What to work on »
Search the records for the string "width", then copy each line that has it.

(Records from a dataset)
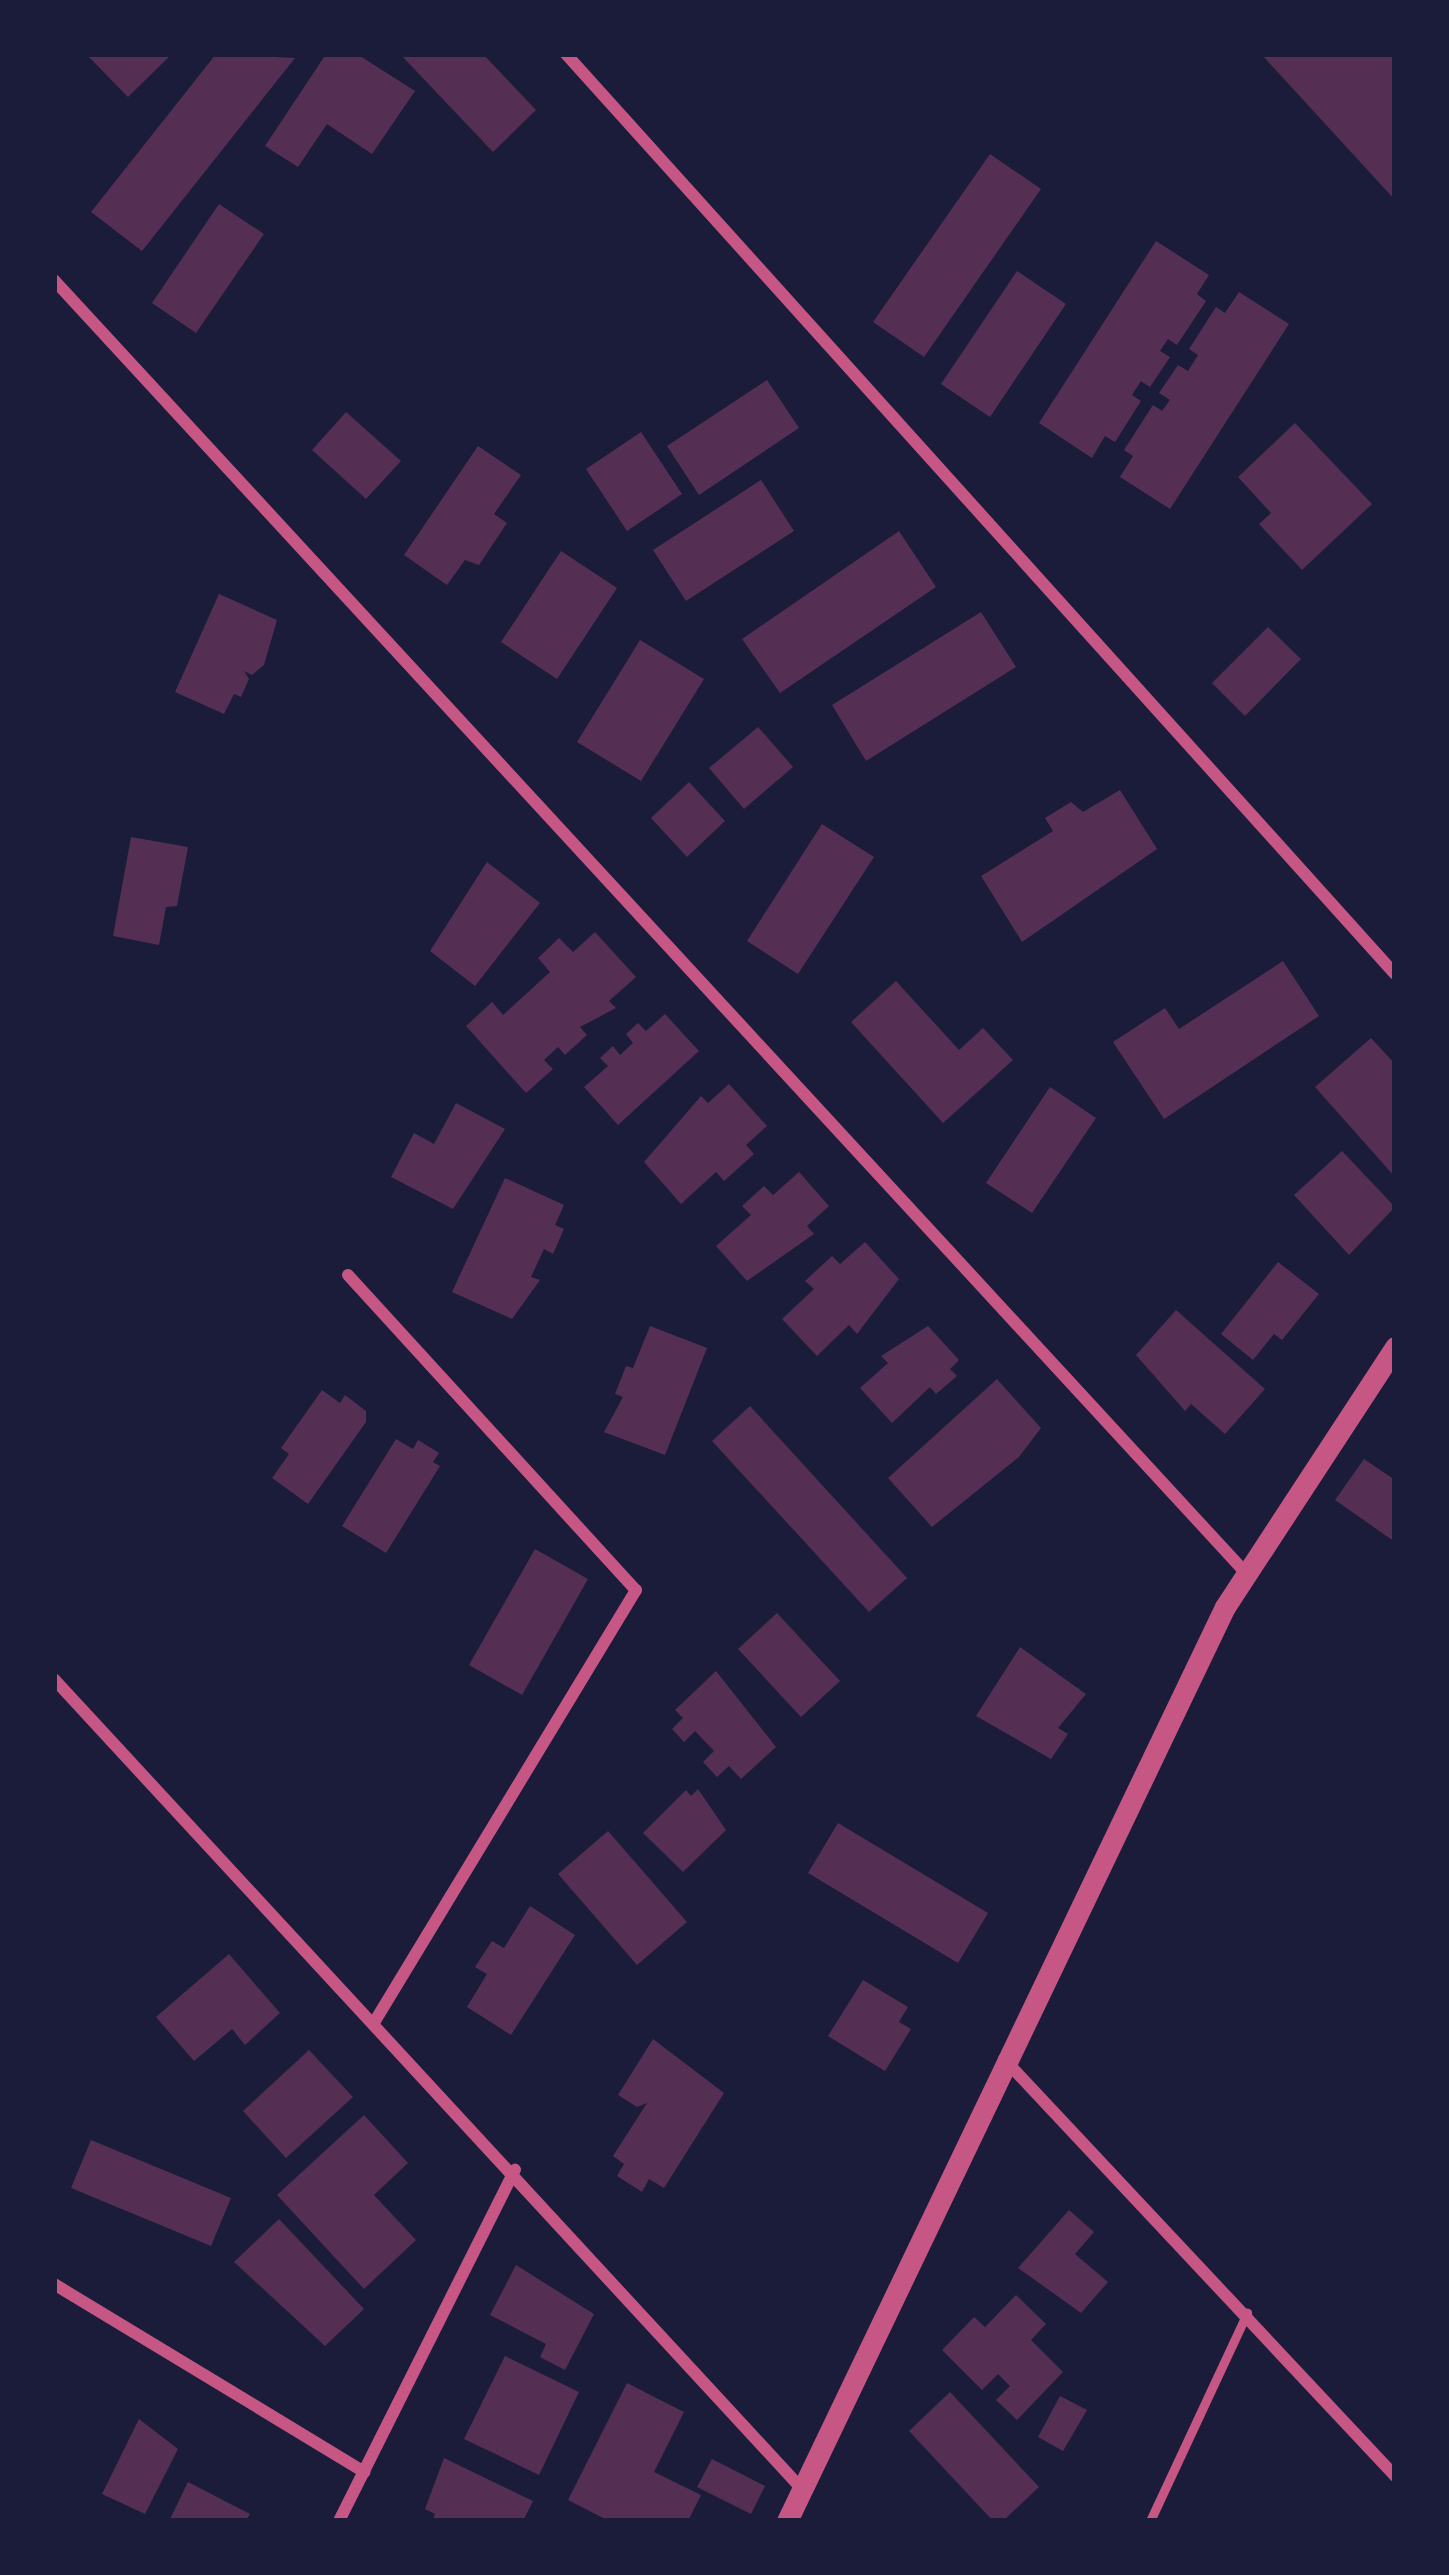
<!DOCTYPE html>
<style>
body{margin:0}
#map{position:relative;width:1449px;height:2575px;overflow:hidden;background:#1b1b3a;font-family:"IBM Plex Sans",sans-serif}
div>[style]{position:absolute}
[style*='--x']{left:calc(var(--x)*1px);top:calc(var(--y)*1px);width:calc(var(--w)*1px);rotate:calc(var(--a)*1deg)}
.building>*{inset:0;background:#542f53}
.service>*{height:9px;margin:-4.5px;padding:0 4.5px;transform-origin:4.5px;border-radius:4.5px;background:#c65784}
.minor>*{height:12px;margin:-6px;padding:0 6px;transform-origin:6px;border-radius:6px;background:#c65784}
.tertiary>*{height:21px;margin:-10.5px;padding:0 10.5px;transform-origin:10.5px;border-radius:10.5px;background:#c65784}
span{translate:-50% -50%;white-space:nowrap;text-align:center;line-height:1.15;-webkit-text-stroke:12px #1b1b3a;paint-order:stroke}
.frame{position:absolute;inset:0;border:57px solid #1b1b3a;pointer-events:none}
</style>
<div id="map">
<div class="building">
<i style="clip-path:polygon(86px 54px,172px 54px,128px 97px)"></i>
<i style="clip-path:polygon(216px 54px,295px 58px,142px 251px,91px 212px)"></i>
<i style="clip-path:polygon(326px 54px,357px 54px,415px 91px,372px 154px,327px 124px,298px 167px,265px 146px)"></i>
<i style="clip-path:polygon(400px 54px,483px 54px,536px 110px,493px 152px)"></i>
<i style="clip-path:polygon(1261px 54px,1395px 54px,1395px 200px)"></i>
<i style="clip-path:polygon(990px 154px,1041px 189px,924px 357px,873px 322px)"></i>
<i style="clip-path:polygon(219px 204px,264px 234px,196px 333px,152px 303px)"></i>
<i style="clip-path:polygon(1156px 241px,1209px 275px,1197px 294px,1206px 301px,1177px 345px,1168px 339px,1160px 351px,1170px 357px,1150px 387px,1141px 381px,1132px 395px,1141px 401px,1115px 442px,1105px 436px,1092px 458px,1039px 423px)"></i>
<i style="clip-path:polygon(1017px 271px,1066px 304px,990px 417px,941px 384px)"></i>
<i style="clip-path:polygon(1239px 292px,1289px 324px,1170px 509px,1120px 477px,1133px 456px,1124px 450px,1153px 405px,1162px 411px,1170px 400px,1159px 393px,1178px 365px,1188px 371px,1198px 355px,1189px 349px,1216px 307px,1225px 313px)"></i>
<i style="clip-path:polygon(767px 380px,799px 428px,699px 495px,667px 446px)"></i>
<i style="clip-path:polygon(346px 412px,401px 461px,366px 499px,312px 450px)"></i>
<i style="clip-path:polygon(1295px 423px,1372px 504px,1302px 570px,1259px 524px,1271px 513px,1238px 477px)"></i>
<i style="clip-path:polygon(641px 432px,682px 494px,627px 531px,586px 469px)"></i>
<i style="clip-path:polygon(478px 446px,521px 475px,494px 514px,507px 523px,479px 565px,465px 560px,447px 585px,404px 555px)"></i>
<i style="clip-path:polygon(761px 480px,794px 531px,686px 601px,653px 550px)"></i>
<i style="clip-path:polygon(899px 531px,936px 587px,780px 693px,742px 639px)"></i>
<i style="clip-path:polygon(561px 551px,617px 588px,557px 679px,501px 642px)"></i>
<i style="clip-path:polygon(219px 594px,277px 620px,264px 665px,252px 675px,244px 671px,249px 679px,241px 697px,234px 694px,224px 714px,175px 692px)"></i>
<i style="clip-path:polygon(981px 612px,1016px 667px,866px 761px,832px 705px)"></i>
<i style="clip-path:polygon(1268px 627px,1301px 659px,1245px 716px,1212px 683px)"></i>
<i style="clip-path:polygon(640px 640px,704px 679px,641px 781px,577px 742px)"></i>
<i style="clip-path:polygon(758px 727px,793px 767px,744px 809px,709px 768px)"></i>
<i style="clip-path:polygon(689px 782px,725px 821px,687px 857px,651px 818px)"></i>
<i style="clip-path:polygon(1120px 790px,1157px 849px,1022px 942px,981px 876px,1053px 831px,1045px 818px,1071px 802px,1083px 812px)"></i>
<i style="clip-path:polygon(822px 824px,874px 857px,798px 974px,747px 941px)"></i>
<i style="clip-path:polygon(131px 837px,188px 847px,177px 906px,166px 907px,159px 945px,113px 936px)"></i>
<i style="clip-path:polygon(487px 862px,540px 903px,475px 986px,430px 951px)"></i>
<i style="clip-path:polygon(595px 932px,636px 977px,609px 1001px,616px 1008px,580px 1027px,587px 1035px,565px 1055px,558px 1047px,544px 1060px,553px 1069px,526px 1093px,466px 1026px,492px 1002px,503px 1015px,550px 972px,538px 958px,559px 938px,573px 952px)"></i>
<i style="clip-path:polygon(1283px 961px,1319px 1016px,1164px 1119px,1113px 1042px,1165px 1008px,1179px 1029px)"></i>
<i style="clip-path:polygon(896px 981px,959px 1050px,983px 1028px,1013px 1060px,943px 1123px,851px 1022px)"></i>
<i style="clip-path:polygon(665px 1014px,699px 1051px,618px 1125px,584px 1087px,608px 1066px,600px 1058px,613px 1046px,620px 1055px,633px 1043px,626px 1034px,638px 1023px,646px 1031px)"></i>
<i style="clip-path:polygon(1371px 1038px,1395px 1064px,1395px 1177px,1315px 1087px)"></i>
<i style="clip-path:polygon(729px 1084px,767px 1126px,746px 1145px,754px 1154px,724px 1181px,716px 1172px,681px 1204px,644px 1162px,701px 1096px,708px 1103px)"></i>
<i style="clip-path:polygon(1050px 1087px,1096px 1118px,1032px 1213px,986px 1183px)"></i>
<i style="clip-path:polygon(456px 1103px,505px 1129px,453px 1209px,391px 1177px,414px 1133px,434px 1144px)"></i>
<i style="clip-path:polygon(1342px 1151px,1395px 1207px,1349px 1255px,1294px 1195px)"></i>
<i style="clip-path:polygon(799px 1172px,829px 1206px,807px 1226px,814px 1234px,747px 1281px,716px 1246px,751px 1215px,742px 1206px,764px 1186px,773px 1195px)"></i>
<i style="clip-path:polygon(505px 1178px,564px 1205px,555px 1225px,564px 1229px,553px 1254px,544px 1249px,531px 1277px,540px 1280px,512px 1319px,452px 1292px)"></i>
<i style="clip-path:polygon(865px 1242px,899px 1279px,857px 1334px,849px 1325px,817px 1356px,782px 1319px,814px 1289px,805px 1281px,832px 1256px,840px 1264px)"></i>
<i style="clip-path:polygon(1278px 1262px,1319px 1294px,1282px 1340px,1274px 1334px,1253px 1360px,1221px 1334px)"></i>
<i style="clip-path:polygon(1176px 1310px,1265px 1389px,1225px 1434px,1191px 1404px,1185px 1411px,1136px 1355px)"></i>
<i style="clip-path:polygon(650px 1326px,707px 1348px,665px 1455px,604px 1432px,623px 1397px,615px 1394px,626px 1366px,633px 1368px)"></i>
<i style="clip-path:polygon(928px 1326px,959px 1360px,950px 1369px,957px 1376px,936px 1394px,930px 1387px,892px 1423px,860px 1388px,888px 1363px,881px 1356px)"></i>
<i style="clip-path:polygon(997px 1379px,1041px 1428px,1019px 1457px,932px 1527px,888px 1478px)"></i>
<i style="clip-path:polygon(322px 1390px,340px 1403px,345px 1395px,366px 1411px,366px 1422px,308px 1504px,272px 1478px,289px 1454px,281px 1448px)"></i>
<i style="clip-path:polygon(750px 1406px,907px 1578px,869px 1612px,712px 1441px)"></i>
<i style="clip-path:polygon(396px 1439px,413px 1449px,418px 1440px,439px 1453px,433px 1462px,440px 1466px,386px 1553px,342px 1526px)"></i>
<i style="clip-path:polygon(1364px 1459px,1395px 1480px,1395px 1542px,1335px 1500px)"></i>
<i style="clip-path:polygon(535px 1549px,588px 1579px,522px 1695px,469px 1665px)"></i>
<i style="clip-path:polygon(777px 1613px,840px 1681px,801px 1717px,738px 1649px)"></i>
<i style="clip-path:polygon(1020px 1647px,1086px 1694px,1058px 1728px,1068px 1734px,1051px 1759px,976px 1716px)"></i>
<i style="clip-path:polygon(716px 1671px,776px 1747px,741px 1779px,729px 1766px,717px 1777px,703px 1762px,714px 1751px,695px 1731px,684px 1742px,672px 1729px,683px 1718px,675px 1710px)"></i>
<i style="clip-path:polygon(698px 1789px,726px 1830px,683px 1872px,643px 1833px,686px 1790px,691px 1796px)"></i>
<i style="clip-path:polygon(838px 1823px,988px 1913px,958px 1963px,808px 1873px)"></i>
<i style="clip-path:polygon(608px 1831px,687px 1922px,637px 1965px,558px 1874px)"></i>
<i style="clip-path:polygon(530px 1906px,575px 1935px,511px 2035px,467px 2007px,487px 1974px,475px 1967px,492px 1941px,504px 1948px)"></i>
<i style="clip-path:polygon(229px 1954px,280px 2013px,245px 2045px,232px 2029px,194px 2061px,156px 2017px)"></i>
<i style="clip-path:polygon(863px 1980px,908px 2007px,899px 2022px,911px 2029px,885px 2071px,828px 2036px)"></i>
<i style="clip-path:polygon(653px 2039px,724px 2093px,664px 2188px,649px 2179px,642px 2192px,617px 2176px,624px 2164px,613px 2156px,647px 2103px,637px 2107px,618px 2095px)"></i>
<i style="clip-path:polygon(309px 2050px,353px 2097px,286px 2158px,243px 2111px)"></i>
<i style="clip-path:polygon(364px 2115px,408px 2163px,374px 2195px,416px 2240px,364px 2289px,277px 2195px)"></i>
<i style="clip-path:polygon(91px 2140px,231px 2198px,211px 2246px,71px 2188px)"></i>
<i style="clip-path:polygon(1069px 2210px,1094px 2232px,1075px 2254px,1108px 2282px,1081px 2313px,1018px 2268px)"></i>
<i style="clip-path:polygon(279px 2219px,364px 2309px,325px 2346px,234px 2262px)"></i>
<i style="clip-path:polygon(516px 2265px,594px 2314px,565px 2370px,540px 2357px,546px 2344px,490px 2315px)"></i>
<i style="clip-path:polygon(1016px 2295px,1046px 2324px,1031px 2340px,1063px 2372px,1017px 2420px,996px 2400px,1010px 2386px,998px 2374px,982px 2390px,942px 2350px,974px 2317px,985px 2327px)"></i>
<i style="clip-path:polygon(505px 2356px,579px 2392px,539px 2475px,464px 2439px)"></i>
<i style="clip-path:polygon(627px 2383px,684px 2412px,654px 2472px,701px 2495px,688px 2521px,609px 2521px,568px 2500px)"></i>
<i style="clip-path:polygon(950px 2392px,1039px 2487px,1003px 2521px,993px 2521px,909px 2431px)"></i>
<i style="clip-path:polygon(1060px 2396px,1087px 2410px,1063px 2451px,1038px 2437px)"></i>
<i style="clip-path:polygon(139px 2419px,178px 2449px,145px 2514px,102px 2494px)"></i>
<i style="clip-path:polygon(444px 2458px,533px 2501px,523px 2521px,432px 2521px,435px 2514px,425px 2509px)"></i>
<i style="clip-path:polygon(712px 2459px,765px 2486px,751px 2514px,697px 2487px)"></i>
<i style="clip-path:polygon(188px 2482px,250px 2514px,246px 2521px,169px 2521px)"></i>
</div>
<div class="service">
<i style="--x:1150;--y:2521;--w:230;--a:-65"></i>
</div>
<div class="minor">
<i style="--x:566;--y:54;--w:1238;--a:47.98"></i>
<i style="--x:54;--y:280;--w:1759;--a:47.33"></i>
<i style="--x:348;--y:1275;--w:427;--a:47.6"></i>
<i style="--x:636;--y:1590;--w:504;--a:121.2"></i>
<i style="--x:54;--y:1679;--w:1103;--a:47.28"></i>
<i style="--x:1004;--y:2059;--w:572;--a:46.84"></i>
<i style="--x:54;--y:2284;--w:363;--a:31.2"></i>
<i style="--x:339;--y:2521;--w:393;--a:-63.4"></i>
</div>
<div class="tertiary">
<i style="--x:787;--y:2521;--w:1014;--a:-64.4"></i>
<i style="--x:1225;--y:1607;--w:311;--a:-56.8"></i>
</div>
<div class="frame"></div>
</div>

Response to this exercise »
#map{position:relative;width:1449px;height:2575px;overflow:hidden;background:#1b1b3a;font-family:"IBM Plex Sans",sans-serif}
[style*='--x']{left:calc(var(--x)*1px);top:calc(var(--y)*1px);width:calc(var(--w)*1px);rotate:calc(var(--a)*1deg)}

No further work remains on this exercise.